### DIRECTIONS:
Return the records as they stand. No picture is to be included.

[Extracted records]
%%
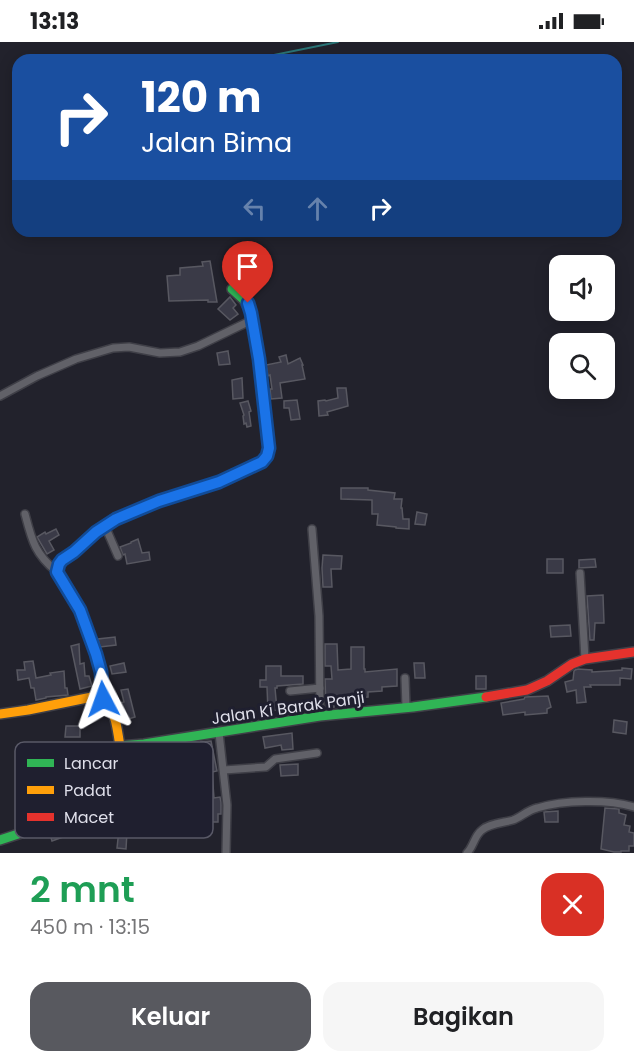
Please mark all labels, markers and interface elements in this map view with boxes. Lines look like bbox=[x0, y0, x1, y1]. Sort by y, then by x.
text: 13:13 bbox=[30, 6, 79, 37]
text: 120 m bbox=[141, 68, 262, 127]
icon: right bbox=[42, 78, 120, 156]
text: Jalan Bima bbox=[141, 124, 292, 161]
icon: left bbox=[238, 192, 271, 225]
icon: ahead bbox=[301, 192, 334, 225]
icon: right bbox=[364, 192, 397, 225]
pin bbox=[222, 241, 273, 303]
icon: arrive bbox=[231, 250, 264, 283]
map controls bbox=[549, 255, 615, 399]
button: sound bbox=[549, 255, 615, 321]
button: search bbox=[549, 333, 615, 399]
position arrow bbox=[71, 667, 135, 731]
street label: Jalan Ki Barak Panji bbox=[210, 686, 366, 730]
legend bbox=[15, 742, 213, 838]
text: Lancar bbox=[64, 752, 118, 775]
text: Padat bbox=[64, 779, 112, 802]
text: Macet bbox=[64, 806, 114, 829]
text: 2 mnt bbox=[30, 864, 135, 915]
button: close bbox=[541, 873, 604, 936]
text: 450 m · 13:15 bbox=[30, 913, 150, 941]
button: Keluar bbox=[30, 982, 311, 1051]
button: Bagikan bbox=[323, 982, 604, 1051]

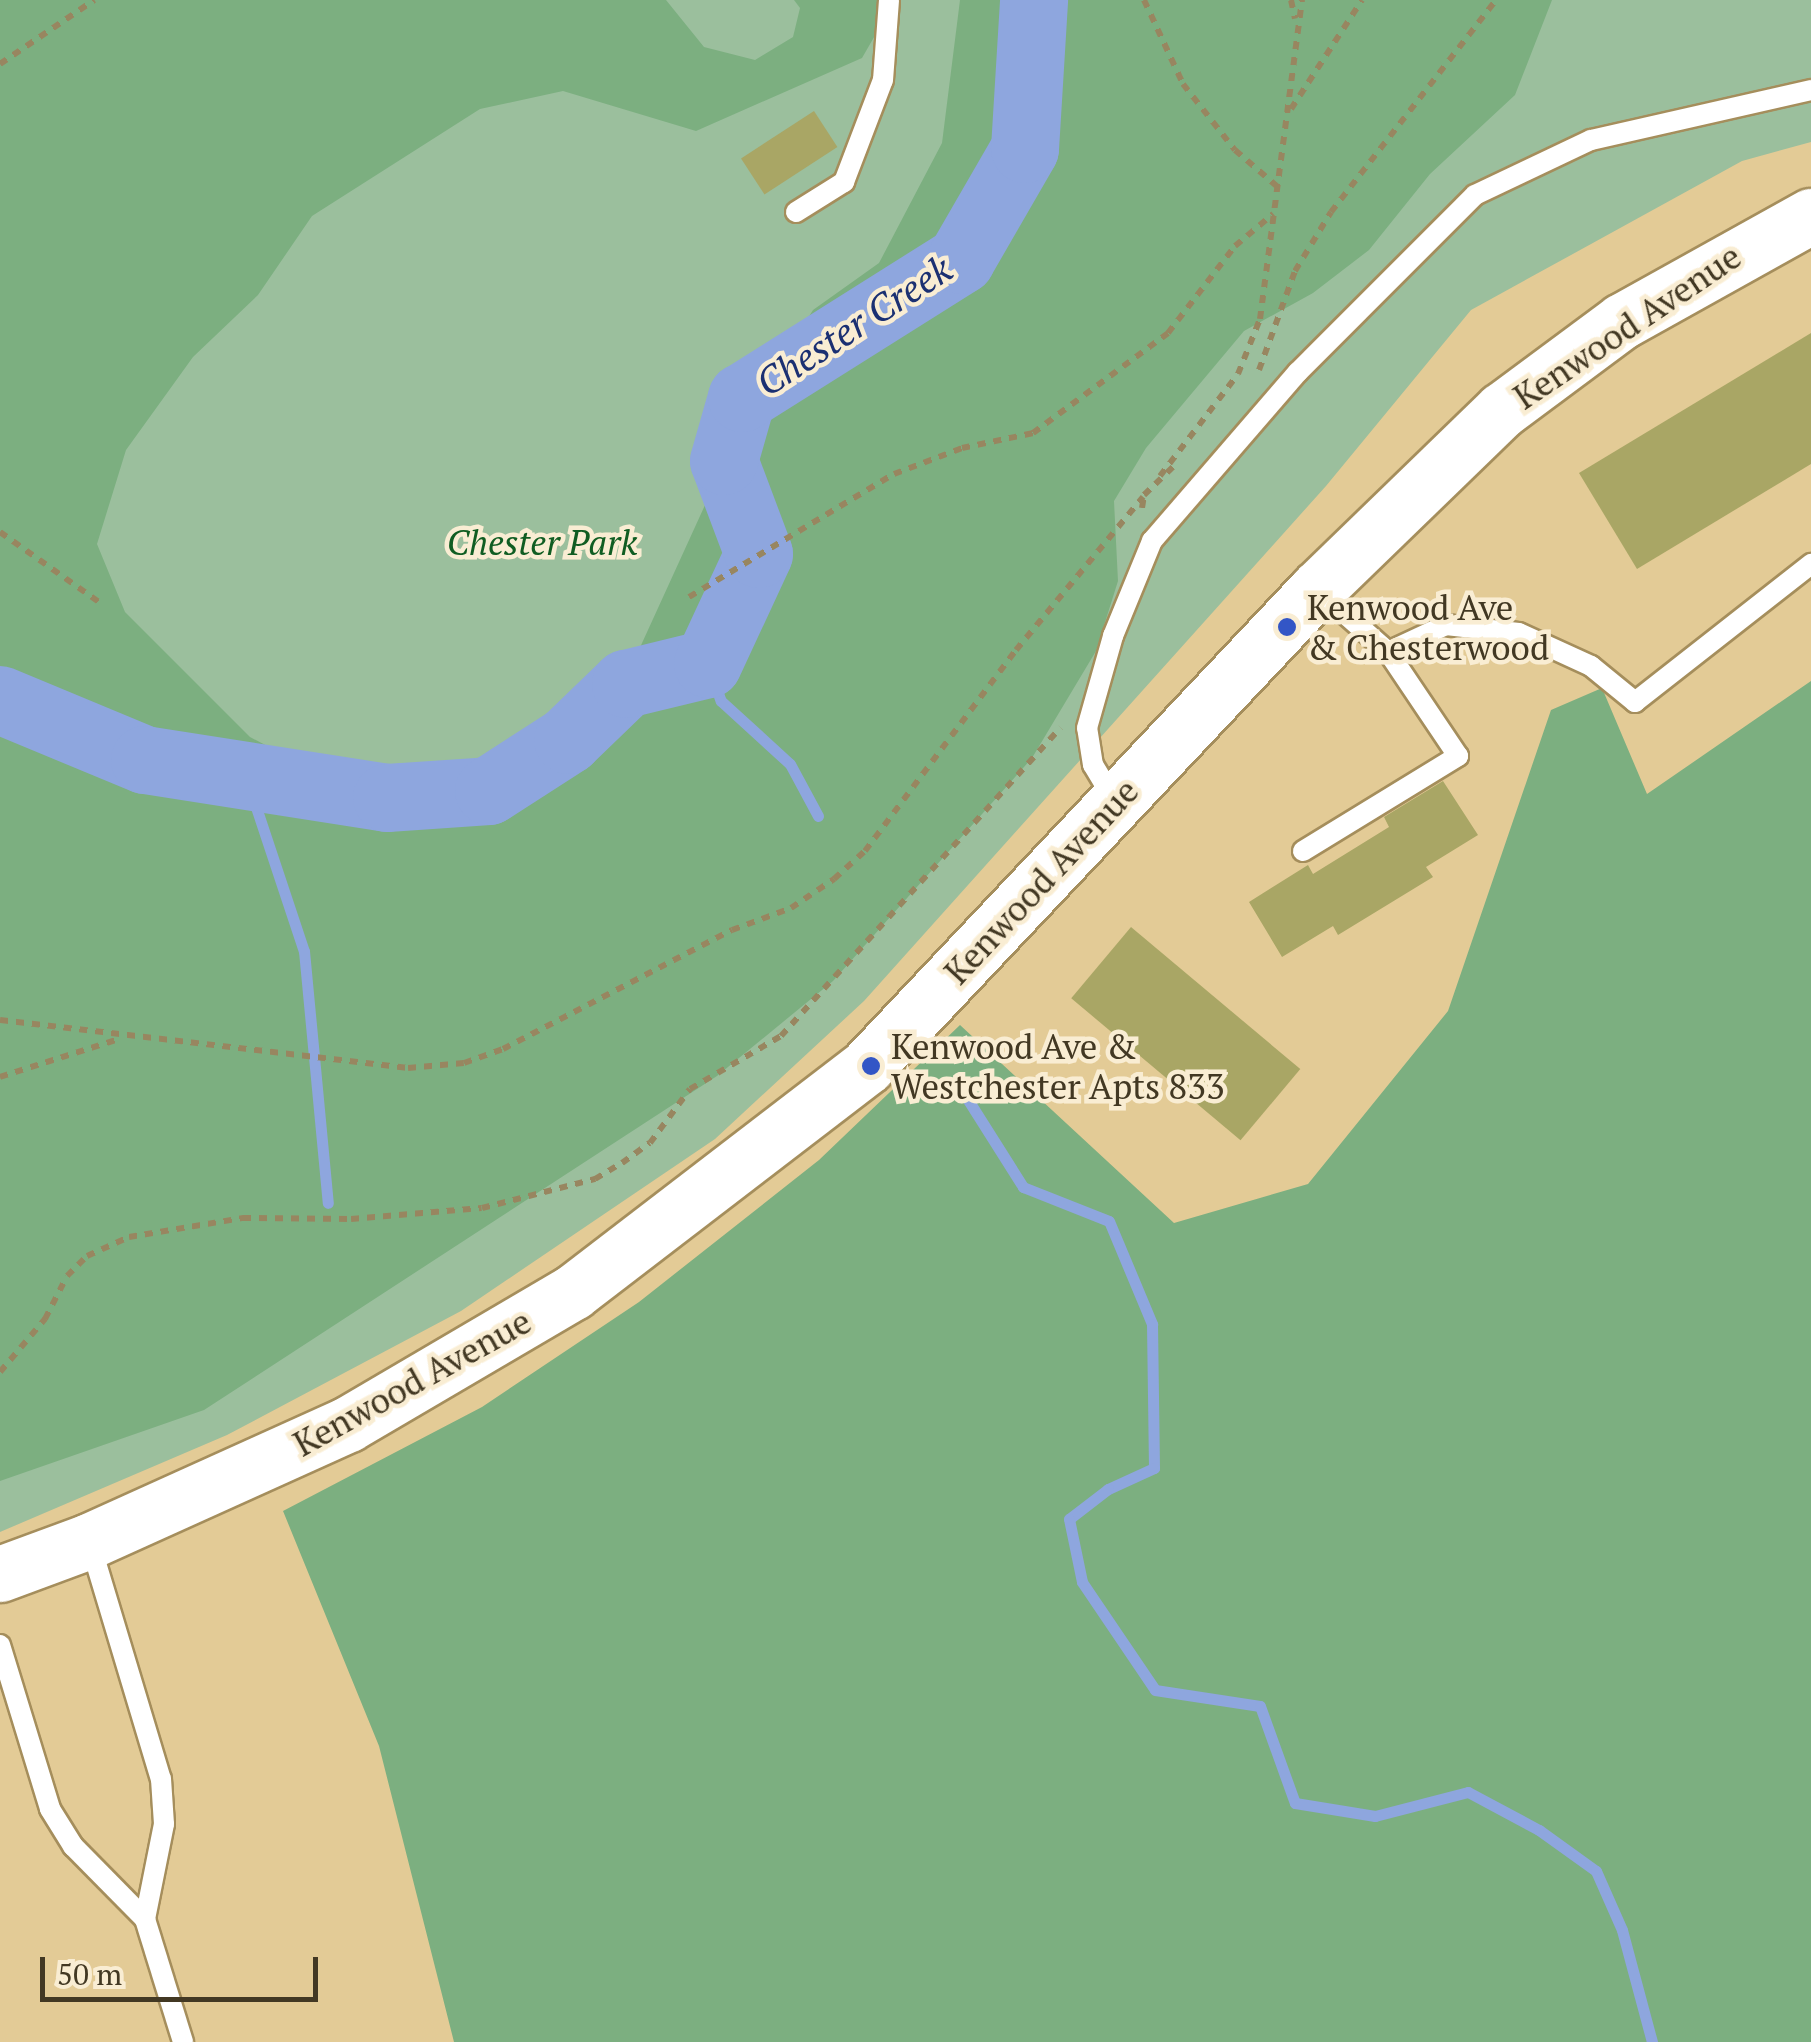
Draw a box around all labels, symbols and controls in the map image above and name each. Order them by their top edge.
street label: Kenwood Avenue [1505,234,1749,418]
water label: Chester Creek [748,246,960,406]
park label: Chester Park [447,521,637,563]
place label: Kenwood Ave & Chesterwood [1307,586,1549,668]
marker: Kenwood Ave & Chesterwood [1276,616,1298,638]
street label: Kenwood Avenue [935,770,1147,992]
place label: Kenwood Ave & Westchester Apts 833 [891,1025,1225,1107]
marker: Kenwood Ave & Westchester Apts 833 [860,1055,882,1077]
street label: Kenwood Avenue [286,1299,538,1465]
scale bar [45,1937,322,1999]
text: 50 m [57,1954,122,1994]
%%
### ANSWER SECTION:
Please mark all labels, markers and interface elements in this map view with boxes. Lines look like bbox=[x0, y0, x1, y1]. Sort by y, then by x.
text: 13:13 bbox=[30, 6, 79, 37]
text: 120 m bbox=[141, 68, 262, 127]
icon: right bbox=[42, 78, 120, 156]
text: Jalan Bima bbox=[141, 124, 292, 161]
icon: left bbox=[238, 192, 271, 225]
icon: ahead bbox=[301, 192, 334, 225]
icon: right bbox=[364, 192, 397, 225]
pin bbox=[222, 241, 273, 303]
icon: arrive bbox=[231, 250, 264, 283]
map controls bbox=[549, 255, 615, 399]
button: sound bbox=[549, 255, 615, 321]
button: search bbox=[549, 333, 615, 399]
position arrow bbox=[71, 667, 135, 731]
street label: Jalan Ki Barak Panji bbox=[210, 686, 366, 730]
legend bbox=[15, 742, 213, 838]
text: Lancar bbox=[64, 752, 118, 775]
text: Padat bbox=[64, 779, 112, 802]
text: Macet bbox=[64, 806, 114, 829]
text: 2 mnt bbox=[30, 864, 135, 915]
button: close bbox=[541, 873, 604, 936]
text: 450 m · 13:15 bbox=[30, 913, 150, 941]
button: Keluar bbox=[30, 982, 311, 1051]
button: Bagikan bbox=[323, 982, 604, 1051]

Draw a box around all labels, symbols and controls in the map image above and name each. Order them by their top edge.
street label: Kenwood Avenue [1505,234,1749,418]
water label: Chester Creek [748,246,960,406]
park label: Chester Park [447,521,637,563]
place label: Kenwood Ave & Chesterwood [1307,586,1549,668]
marker: Kenwood Ave & Chesterwood [1276,616,1298,638]
street label: Kenwood Avenue [935,770,1147,992]
place label: Kenwood Ave & Westchester Apts 833 [891,1025,1225,1107]
marker: Kenwood Ave & Westchester Apts 833 [860,1055,882,1077]
street label: Kenwood Avenue [286,1299,538,1465]
scale bar [45,1937,322,1999]
text: 50 m [57,1954,122,1994]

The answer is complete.